Facing the death of another is to face your own mortality. But what if you came to terms with the fact that you’re going to die? It could really change the way you live. Think about it. How different would today be if you were “okay” with death?

Through conversation, we can get to a certain comfort level with topics that make us squirm or create anxiety. Death – not exactly a topic for casual conversation. Or is it? Let me introduce you to Death Café. A groundbreaking concept when it started in 2011 in London, a Death Café is a pop-up event where people gather to talk about death and have tea and delicious food. No agenda. No conclusion. Just tea, cake and conversation about death – perceptions, attitudes, fears or curiosities.

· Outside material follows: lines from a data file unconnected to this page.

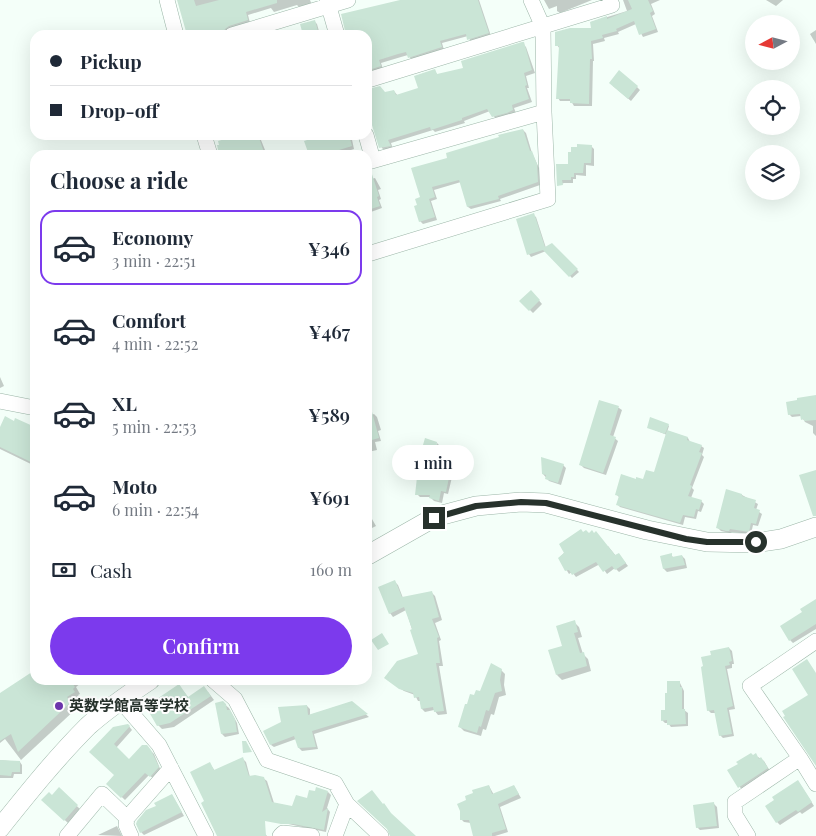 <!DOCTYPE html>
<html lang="en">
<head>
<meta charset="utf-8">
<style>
  :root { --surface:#fff; --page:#f2f2f3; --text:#1f2937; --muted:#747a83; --line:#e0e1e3; --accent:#7c3aed }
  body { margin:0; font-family:"Playfair Display","Noto Sans JP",serif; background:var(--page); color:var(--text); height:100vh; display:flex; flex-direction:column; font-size:19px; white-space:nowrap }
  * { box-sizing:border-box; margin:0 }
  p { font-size:16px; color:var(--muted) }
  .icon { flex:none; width:28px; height:28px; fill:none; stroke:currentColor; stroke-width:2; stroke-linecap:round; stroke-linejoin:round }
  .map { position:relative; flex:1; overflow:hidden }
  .sheet { position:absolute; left:30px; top:150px; width:342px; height:535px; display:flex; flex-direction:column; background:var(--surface); border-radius:15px; box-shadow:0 5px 20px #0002 }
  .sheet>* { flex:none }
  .top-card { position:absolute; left:30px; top:30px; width:342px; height:110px; border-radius:15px; box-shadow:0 5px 20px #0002; display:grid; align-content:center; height:110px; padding:0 20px; background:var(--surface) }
  .needle { width:32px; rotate:263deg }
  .controls { position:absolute; left:745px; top:15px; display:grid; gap:10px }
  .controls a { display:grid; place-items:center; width:55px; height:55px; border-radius:50%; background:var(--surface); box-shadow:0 5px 20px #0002; font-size:25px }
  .end { position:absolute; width:22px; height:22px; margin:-11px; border:6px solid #27322c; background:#fff; box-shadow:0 0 0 2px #fff }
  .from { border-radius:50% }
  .bubble { position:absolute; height:35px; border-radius:18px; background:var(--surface); box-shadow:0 5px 20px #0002; font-size:16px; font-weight:600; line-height:35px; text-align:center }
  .top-card b { display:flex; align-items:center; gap:18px; height:48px; font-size:19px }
  .top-card b+b { border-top:1px solid var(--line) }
  .top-card i { width:12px; height:12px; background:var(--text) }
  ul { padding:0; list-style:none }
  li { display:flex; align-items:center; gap:15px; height:75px; margin:0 10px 8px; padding:0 10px; border:2px solid transparent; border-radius:15px }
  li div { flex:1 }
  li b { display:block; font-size:19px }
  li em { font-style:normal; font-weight:600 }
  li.current { border-color:var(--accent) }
  li>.icon { width:45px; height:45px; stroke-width:1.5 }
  h2 { padding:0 20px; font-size:22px; line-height:60px }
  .pay { display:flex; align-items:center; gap:12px; height:55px; padding:0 20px; font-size:19px }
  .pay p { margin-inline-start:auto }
  .cta { display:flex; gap:10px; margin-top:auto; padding:10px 20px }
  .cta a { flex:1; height:58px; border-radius:30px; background:var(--accent); color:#fff; font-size:20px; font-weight:600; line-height:58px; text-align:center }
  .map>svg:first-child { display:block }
  .shadow { fill:#0003 }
  .building { fill:#cae5d6 }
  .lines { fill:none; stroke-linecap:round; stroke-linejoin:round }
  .minor-casing { stroke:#9cb6a8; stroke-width:16 }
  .tertiary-casing { stroke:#9cb6a8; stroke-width:20 }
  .minor { stroke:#fff; stroke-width:15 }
  .tertiary { stroke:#fff; stroke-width:19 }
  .route { stroke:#27322c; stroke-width:6 }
  .poi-dot { fill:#6c36ad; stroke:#fff; stroke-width:2 }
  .labels { text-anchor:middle; stroke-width:4; stroke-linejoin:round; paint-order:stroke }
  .poi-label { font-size:15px; font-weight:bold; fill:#27322c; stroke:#fff; text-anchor:start }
</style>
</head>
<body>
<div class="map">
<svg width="816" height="836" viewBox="0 0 816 836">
  <rect width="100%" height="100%" fill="#f4fff9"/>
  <path class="shadow" d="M178,0H310L312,5L300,8L297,5L274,12L271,8L248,15L250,23L213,35H188Z
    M404,0H479L491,36L471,42L468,36L442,43L444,50L412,60L408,55L401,57L381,63L383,69L373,72L369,65L368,66V35H347Z
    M544,0H592L560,13L557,11V6L549,9Z
    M623,0H660L651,4L655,14L652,16L658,32L643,37L636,24L618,32L619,34L604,38L605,41L593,44L594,61H593L592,106H574L571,101H560L558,98L560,49L557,45L593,29L591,22L627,11Z
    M766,0H783L776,6Z
    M314,21L317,24L320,35H304Z
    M816,30V44L810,34Z
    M523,44L526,47L535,73L526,76L529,88H527L532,102L514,108L516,113L496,119L490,111L464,121L465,123L435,132L433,130L391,143L393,149L385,151L382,148L368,110V91L380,87L385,94L394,91L398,96L420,89L434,71L438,75L465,69Z
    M613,86L637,87L640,90L631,101Z
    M523,130L526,133L532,153L539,168L540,185L500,199L501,201L471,209L468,207L461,182L434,190L437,199L431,201L437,220L423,224L420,221L422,198L449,158Z
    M243,135H259L267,155H221Z
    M327,135H351L354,149L335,155H310Z
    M591,146L594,149V166L586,165V176L576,175V179H573V183H564L559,185V187L557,165H569Z
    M375,178L381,189L378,190L381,199L379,200L382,208L368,213V180Z
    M533,215L536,217L546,248L552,244L579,272L572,278L546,251L531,257L529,254Z
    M531,291L542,304L533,313L521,301Z
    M0,377L4,386L0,388Z
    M816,397V436L813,433V426L805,422L801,416L792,417L789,414L798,401Z
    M600,401L619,408L622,410L613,437L618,441L606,475L584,468L581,465Z
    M374,414L377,417L381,430L378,431L381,441L375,442L377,450L368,452V416Z
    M668,425L669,426L667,432L688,438L690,442L701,446L704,448L702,455L704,457L692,488L694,490L691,498L701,501L704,504L701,512L698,511L696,519L685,517L683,525L620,507L618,505L619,497L616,494L637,481L644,480L654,474L667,435L650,428Z
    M35,429V466L0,449V430Z
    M437,443L440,446L435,471L449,474L452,477L448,494L444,493L442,503L434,501L430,497H420L417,494Z
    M563,465L566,468L561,485L549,481L543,474Z
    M742,495L758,504L756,510L762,514L758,526L753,525L751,534L732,532L730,533L721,531L718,528Z
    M368,512L376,526L368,530Z
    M584,533L607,547L608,546L616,556L621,557L628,566L619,572L615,568L607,574L600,564L576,577L572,572L569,574L559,558Z
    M671,555L674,558L682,556L685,559L687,568L667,572L664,569L662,557Z
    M395,582L398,585L403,598L432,593L435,596L442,620L435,623L441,640L439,641L443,666H439L447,714L438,715L434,710L425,712L422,709L420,701H418L415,695L404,691L389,681L420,655L406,610L393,617L390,613L380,588Z
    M816,600V629L793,643L790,640Z
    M574,622L579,627L582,637L578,638L583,654L588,659L591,671L562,680L557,675L563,647Z
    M729,648L732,651L734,664H732V668L727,669L735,709L729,710L734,736L723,738L720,735L716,713H711L708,710L712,656Z
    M501,670L505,674L504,685L506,695L499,697L494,715L491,714L486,730L483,729L481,736L464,731L460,727L475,696L480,693Z
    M35,671V680H79L81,683L76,687L80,694L78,695L80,698L72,704L77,708L21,760L5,739L0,743V694Z
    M680,683L684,691V710L688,713V726L671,727L668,723H665L662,720L666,711L668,695Z
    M179,686L189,698L208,692L214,700L174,727L162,729L158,725Z
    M351,702L369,717L314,734L318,749L302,751L299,748L296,739L274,747L271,745L283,723L307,706L310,709V715Z
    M223,703L229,708L237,723L239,734L225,737L222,734L217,704Z
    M128,725L132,730L116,748L129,761L146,746L154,754L161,771L154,779L149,775L125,800L108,784L116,775L90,752Z
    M758,757L764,761L770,771L742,790L729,771Z
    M243,759L246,762L250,777L263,778L267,781L274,803L293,807L328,792L331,795L327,808L330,812L326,832L250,816L267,836H218L206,801L210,764L215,771Z
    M0,760L20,762L22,765V774H14L13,778H0Z
    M800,784L814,806L802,814L800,812L780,825L777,822Z
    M489,786L494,795L514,786L521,798L500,807L508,832L495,836H474L471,823L464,822L461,819Z
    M59,789L80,809L68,823L43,800L52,796Z
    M172,795L184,816L144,835L141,832L157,806Z
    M714,804L717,807L719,828L700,830L697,827Z
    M117,826L122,836L98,835Z"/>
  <path class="building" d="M177,0H194L196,6L219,0H277V3L246,12L248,20L229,26L225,29L223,35H187Z
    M400,0H478L489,33L467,40L466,34L440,41L442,47L408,58L406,52L398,54L379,60L381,66L369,70L368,64V35H346L341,14Z
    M628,0H648L653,11L650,13L656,29L639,35L634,21L616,29L617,31L602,35L603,38L591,41L592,59H590L589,104L570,103V99H556L559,46H555V32L570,28H591L590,22L607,16V19L632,9Z
    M315,20L319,35H303L300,24Z
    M522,42H524L532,70L524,73L527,85L525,86L529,99L512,105L513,110L507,113L492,117L487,109L462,118V120L431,130L430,127L388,140L391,146L379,148L368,112V89L380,86L385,92L394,90L396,95L418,88L414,76L435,69L437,74L463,68L461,61Z
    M619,70L638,86L628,99L609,83Z
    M523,129L530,151H532L537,164L538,182L498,196L499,199L467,207L459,180L432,187L435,197L429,199L435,217L419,222L414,206L417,205L415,199L420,197L411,168L447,158L446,153L499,137L498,135Z
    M239,135H258L265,155H219L217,145H219L218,141Z
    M323,135H349L352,146L323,155H309L304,141Z
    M577,144L592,145L591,163H584L583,173H574V177H571V180H562L563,185L557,186L556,164H568V152H571V147H577Z
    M368,171H371L379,196L377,197L380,206L368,210Z
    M534,213L545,247L552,243L578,269L569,277L543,250L527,255L516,219Z
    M531,290L540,300L529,311L519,301Z
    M816,395V420L804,421V419L801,420L800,414L788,415L786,402L797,400V398Z
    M599,400L619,406L610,435L616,437L603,473L579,465Z
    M371,408L379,438L368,441V409Z
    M5,416L14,421L15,418L35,427V464L0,447V427Z
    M650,417L669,424L665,434L647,428Z
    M667,430L688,437L687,440L702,445L699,452L702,453L690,485L692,486L688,496L702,500L699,510L696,509L694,517L683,515L680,523L616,505L619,496L615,495L621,474L636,479V477L643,479L646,470L654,472Z
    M425,438L437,442L433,469L450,473L446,492L441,491L439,501L429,498L430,495H415L419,459Z
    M541,457L564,464L558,483L545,479L546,475L542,474Z
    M816,470V516H813L799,475Z
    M726,489L742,494V496L756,500L754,508L760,510L756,524L751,523L749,532L730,529L729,531H726L716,528Z
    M581,529L583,532L586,530L589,533L592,530L594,533L596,531L615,555L619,553L626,563L615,570L612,566L603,572L596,562L572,575L569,570L565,571L558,558L564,553L559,544Z
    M672,553V557L682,555L685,565L663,569L660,556Z
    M395,580L402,597L432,591L439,617L432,619L439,637L437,638L440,663H436L444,711L434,712L433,707L421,709L419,697L414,698L413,693L399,689L384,678L397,661L418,654L410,630L412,629L404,607L389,614L378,587Z
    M816,599V624L789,641L780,626L802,612L800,609Z
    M575,620L578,632L574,633L580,653L584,652L587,666L556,675L548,650L562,646L556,626Z
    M382,633L389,644L378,650L371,640Z
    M729,647L732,661L729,662L730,665L725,666L733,706L727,708L732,734L719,736L714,710L707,711L701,667L703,666L701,657L711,655L710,651Z
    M807,659L816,673V766L783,717L785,716L782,711L808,695L792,669Z
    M491,663L502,669L500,680L502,691L495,693L489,711L486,710L481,727L479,726L477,733L458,727L465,704H467L470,694L474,695L476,690L480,691Z
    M35,670V680H70L75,687L73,689L75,692L67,697L71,702L18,752L11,734L0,741V693Z
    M667,681H680V687H682V709H685L686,724L667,725V720L661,721V710H665V693H667Z
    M179,684L188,697L204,686L211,696L170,723L157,726L149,712L152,710L148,705Z
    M223,701L226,704L227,710H230L235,719L237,732L221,734L215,703Z
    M352,701L368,714L312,731L316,747L298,748L294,736L270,745L263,731L281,722L278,707L307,705L308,715Z
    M128,724L130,726L114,744L129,759L142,745H147L151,750L159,767L150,777L145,773L121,798L106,784L114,775L89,752L113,727Z
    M242,741H246L252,752L243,753Z
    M751,753L753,755L756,753L759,759L761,757L768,768L738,788L727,770L738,764L736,762Z
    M243,757L249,776L255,775L264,777L272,802L292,806L296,795L307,798L309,790L315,791L316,787L328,791L322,812L328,808L324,830L293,824H281L265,821L266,836H217L201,803L204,801L190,772L210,762L214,770Z
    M0,760L20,761V772H12L11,776L0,775Z
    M798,780L812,802L798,812L796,810L776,823L765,806L774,800L772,797Z
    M489,785L492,794L514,785L519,794L498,804L506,829L492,833V836H473L469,820H460V811L457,804L466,800L465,796L473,793L472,790Z
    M59,787L78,805L64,821L41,800L49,792L52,795Z
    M372,790L383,804L384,803L391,813L416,836H390L387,829L357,801Z
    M172,794L182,812L140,833L136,824L137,821L146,810L156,806L154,803Z
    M714,802L717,826L696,828L693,805Z"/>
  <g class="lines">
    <g class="minor-casing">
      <path id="minor" d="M167,0L176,35
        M327,0L337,35
        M232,35L348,0
        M368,80L612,5L610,0
        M204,135L210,155
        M366,135L373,160
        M368,162L544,112
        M368,254L548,199L544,112L543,27L531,0
        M0,401L35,408
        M213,680L235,699L267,760L335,783L347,804L335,836
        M120,700L159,745L206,836
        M800,758L816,784
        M347,804L381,836
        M67,836L102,794L127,818
        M131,836L126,825L127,818L171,768
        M280,836L283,833L312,836
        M748,836L735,815V802L800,758L750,686L816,641"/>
    </g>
    <g class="tertiary-casing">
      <path id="tertiary" d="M368,555L435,517L476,506L521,502L546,503L647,530L707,542L755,543L781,539L816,527
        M0,828C28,793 56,758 88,726C107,709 129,694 150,680"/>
    </g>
    <use href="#minor" class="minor"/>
    <use href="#tertiary" class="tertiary"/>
  </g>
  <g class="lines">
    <path class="route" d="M434,518L476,506L521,502L546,503L686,539L707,542H756"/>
  </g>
  <circle class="poi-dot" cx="59" cy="706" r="5"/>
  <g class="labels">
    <g class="poi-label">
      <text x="69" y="711">英数学館高等学校</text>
    </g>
  </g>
</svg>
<div class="controls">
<a><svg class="needle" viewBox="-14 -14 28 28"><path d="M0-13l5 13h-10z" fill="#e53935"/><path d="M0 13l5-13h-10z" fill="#747a83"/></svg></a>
<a><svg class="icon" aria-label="locate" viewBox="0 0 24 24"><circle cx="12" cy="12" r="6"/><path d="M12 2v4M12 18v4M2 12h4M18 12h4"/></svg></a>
<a><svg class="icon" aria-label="layers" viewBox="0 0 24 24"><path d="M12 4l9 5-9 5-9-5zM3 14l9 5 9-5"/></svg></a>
</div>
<i class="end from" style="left:756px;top:542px"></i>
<i class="end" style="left:434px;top:518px"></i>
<div class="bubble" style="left:392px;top:445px;width:82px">1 min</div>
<div class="top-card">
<b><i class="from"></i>Pickup</b>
<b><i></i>Drop-off</b>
</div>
<section class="sheet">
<h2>Choose a ride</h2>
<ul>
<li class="current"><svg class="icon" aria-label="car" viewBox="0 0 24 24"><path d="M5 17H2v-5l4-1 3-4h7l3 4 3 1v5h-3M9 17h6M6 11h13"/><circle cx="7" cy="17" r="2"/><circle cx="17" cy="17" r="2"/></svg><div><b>Economy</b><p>3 min · 22:51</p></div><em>¥346</em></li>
<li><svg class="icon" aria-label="car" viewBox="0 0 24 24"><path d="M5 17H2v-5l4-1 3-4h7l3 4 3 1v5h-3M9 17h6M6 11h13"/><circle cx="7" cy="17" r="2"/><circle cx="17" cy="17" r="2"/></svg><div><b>Comfort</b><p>4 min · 22:52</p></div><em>¥467</em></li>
<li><svg class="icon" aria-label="car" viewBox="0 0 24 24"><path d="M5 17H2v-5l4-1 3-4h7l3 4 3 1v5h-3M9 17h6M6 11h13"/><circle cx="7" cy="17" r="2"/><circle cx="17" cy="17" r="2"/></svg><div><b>XL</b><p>5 min · 22:53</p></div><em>¥589</em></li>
<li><svg class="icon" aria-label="car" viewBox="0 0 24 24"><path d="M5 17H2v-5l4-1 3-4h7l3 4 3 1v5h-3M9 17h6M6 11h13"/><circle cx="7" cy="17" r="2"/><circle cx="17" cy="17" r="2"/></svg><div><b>Moto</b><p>6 min · 22:54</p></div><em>¥691</em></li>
</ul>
<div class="pay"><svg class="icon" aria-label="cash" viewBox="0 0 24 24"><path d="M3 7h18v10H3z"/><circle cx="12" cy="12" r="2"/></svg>Cash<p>160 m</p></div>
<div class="cta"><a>Confirm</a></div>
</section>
</div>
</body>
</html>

I stumbled across and was intrigued. Being from northwest Ohio, when I learned about the Columbus, Ohio, Death Café, I made plans to attend the next event. Upon arriving, there was tea. There was cake. And there were many people ranging in age in small groups gathered around three or four tables discussing death. Two hours passed quickly as we rotated table discussions and created new small groups of discussion. At first, the conversations felt tentative; however, they quickly evolved into in-depth and engaging dialogue. I was struck by how much people will share.

When leaving for the night, I sparked up conversation with a few remaining people – the customer survey portion of the event. What appealed to you the most? How many events have you attended? To my surprise, I was chatting with the founder of the Columbus Death Café, Lizzy Miles. Her work as a full-time hospice social worker inspired her interest in Death Café. She found it commonplace for families to be completely unprepared for the thought of their family member dying. Facing a loved one’s decline was overwhelming to them. They never had conversations about end of life. As she mentioned to me, “The more I know, the more I know I don’t know.”

What motivates people to attend a Death Café? Perhaps the need to learn, talk and share about death. Maybe the culture and time are right for more conversations in the public space about end of life. Long before crisis occurs, think about what’s important to you at the end of your life. Seriously, think about this question for yourself: “When I die….” And now go one step further and share your thoughts with your family and friends about what’s important to you when you die.

Talking about death won’t kill you. It’s healthy. It can be healing. It can bring people closer together. Talking about anxiety-provoking topics leads to comfort. And if we’re OK with our own death, knowing that we’ve considered and shared what’s important to us, then how different would today be? It could really change the way you live.